All of lore.kernel.org
 help / color / mirror / Atom feed

* [PATCH 1/3] drm/amdgpu: Warn when bad pages approaches 90% threshold
@ 2021-10-21 17:26 Kent Russell
  2021-10-21 17:26 ` [PATCH 2/3] drm/amdgpu: Add kernel parameter support for ignoring bad page threshold Kent Russell
                   ` (2 more replies)
  0 siblings, 3 replies; 5+ messages in thread
From: Kent Russell @ 2021-10-21 17:26 UTC (permalink / raw)
  To: amd-gfx; +Cc: Kent Russell, Luben Tuikov, Mukul Joshi

dmesg doesn't warn when the number of bad pages approaches the
threshold for page retirement.

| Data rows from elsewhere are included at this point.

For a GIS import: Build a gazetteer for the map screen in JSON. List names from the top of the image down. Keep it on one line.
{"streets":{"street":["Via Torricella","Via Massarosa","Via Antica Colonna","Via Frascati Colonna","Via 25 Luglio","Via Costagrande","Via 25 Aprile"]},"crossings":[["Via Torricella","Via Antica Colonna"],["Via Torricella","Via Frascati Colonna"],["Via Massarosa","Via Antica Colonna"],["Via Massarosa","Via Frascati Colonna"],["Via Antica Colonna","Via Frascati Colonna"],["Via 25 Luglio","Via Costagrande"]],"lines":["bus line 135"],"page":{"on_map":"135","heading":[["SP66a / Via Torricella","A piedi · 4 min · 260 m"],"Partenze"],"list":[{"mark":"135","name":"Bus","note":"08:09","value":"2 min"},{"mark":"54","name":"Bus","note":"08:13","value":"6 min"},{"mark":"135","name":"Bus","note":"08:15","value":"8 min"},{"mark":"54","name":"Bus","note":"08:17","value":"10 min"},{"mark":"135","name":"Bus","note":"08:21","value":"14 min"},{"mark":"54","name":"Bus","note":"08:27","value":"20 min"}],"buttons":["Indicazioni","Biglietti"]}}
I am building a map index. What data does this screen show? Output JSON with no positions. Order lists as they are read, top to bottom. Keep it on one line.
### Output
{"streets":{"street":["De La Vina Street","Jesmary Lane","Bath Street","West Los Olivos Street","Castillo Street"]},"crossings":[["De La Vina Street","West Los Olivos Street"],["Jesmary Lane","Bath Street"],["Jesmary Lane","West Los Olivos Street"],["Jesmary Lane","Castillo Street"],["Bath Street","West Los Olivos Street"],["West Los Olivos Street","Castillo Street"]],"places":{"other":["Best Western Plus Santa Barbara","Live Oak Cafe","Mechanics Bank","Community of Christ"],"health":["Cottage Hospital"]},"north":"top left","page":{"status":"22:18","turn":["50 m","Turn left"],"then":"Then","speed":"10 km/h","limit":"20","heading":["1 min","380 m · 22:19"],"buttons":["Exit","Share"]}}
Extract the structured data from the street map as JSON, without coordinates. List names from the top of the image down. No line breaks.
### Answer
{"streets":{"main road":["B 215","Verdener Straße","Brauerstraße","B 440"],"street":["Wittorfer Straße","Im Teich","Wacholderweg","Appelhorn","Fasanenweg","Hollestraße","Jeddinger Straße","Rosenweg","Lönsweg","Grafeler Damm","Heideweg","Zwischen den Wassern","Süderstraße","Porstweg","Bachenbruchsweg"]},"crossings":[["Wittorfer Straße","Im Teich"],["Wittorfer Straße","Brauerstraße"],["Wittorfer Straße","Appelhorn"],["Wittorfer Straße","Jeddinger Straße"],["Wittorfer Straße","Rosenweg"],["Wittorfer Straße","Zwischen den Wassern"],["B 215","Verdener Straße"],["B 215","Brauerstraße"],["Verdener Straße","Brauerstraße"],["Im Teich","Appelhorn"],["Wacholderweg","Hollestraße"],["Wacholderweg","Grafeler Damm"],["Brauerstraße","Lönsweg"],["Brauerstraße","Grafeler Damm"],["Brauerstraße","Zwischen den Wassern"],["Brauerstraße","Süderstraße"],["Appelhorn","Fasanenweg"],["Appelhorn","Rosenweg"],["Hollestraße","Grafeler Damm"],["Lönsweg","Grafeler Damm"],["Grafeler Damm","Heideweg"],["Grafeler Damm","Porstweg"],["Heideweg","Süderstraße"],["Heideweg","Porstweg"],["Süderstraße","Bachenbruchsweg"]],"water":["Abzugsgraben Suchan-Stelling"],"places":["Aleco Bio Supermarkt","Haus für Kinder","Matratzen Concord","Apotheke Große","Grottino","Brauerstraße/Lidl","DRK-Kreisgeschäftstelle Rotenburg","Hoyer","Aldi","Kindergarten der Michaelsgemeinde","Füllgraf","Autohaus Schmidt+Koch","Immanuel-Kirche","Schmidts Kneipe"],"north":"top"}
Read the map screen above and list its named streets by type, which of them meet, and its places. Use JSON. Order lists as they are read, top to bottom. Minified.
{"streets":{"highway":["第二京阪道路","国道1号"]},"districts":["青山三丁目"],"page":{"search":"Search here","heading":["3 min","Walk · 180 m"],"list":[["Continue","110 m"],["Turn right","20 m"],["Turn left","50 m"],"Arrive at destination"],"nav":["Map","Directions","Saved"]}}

WARN when the number of bad pages
is at 90% or greater for easier checks and planning, instead of waiting
until the GPU is full of bad pages.

Cc: Luben Tuikov <luben.tuikov@amd.com>
Cc: Mukul Joshi <Mukul.Joshi@amd.com>
Signed-off-by: Kent Russell <kent.russell@amd.com>
---
 drivers/gpu/drm/amd/amdgpu/amdgpu_ras_eeprom.c | 7 +++++++
 1 file changed, 7 insertions(+)

diff --git a/drivers/gpu/drm/amd/amdgpu/amdgpu_ras_eeprom.c b/drivers/gpu/drm/amd/amdgpu/amdgpu_ras_eeprom.c
index f4c05ff4b26c..8309eea09df3 100644
--- a/drivers/gpu/drm/amd/amdgpu/amdgpu_ras_eeprom.c
+++ b/drivers/gpu/drm/amd/amdgpu/amdgpu_ras_eeprom.c
@@ -1077,6 +1077,13 @@ int amdgpu_ras_eeprom_init(struct amdgpu_ras_eeprom_control *control,
 		if (res)
 			DRM_ERROR("RAS table incorrect checksum or error:%d\n",
 				  res);
+
+		/* Warn if we are at 90% of the threshold or above
+		 */
+		if (10 * control->ras_num_recs >= ras->bad_page_cnt_threshold * 9)
+			dev_warn(adev->dev, "RAS records:%u exceeds 90%% of threshold:%d",
+					control->ras_num_recs,
+					ras->bad_page_cnt_threshold);
 	} else if (hdr->header == RAS_TABLE_HDR_BAD &&
 		   amdgpu_bad_page_threshold != 0) {
 		res = __verify_ras_table_checksum(control);
-- 
2.25.1


^ permalink raw reply related	[flat|nested] 5+ messages in thread

* [PATCH 2/3] drm/amdgpu: Add kernel parameter support for ignoring bad page threshold
  2021-10-21 17:26 [PATCH 1/3] drm/amdgpu: Warn when bad pages approaches 90% threshold Kent Russell
@ 2021-10-21 17:26 ` Kent Russell
  2021-10-21 17:26 ` [PATCH 3/3] drm/amdgpu: Make EEPROM messages dev_ instead of DRM_ Kent Russell
  2021-10-21 17:40 ` [PATCH 1/3] drm/amdgpu: Warn when bad pages approaches 90% threshold Luben Tuikov
  2 siblings, 0 replies; 5+ messages in thread
From: Kent Russell @ 2021-10-21 17:26 UTC (permalink / raw)
  To: amd-gfx; +Cc: Kent Russell, Luben Tuikov, Mukul Joshi, Felix Kuehling

When a GPU hits the bad_page_threshold, it will not be initialized by
the amdgpu driver. This means that the table cannot be cleared, nor can
information gathering be performed (getting serial number, BDF, etc).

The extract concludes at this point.